• EXERCISE DIRECTIONS: Exactly as they stand, set down all of the records again.
+ + +
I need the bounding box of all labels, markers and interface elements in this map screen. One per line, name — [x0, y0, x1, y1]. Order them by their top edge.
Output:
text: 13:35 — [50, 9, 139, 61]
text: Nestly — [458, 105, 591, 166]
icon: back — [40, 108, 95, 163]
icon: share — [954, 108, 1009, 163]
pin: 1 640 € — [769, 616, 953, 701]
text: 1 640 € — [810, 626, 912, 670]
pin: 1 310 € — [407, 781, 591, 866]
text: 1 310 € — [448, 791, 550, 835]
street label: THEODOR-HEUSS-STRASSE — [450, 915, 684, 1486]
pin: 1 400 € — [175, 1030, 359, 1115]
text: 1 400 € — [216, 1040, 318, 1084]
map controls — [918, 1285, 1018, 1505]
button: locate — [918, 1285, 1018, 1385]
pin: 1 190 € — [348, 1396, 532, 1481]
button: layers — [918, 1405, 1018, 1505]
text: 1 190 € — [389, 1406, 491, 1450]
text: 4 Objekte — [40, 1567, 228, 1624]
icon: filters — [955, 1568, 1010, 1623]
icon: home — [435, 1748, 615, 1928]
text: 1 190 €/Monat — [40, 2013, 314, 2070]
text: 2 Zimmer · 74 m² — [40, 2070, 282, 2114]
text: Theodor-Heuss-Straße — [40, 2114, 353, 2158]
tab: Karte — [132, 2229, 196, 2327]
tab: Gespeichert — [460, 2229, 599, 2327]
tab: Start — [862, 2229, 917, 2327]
+ + +
• SOLUTION BELOW:
I need the bounding box of all labels, markers and interface elements in this map screen. One per line, name — [x0, y0, x1, y1]. Order them by their top edge.
Output:
text: 13:35 — [50, 9, 139, 61]
text: Nestly — [458, 105, 591, 166]
icon: back — [40, 108, 95, 163]
icon: share — [954, 108, 1009, 163]
pin: 1 640 € — [769, 616, 953, 701]
text: 1 640 € — [810, 626, 912, 670]
pin: 1 310 € — [407, 781, 591, 866]
text: 1 310 € — [448, 791, 550, 835]
street label: THEODOR-HEUSS-STRASSE — [450, 915, 684, 1486]
pin: 1 400 € — [175, 1030, 359, 1115]
text: 1 400 € — [216, 1040, 318, 1084]
map controls — [918, 1285, 1018, 1505]
button: locate — [918, 1285, 1018, 1385]
pin: 1 190 € — [348, 1396, 532, 1481]
button: layers — [918, 1405, 1018, 1505]
text: 1 190 € — [389, 1406, 491, 1450]
text: 4 Objekte — [40, 1567, 228, 1624]
icon: filters — [955, 1568, 1010, 1623]
icon: home — [435, 1748, 615, 1928]
text: 1 190 €/Monat — [40, 2013, 314, 2070]
text: 2 Zimmer · 74 m² — [40, 2070, 282, 2114]
text: Theodor-Heuss-Straße — [40, 2114, 353, 2158]
tab: Karte — [132, 2229, 196, 2327]
tab: Gespeichert — [460, 2229, 599, 2327]
tab: Start — [862, 2229, 917, 2327]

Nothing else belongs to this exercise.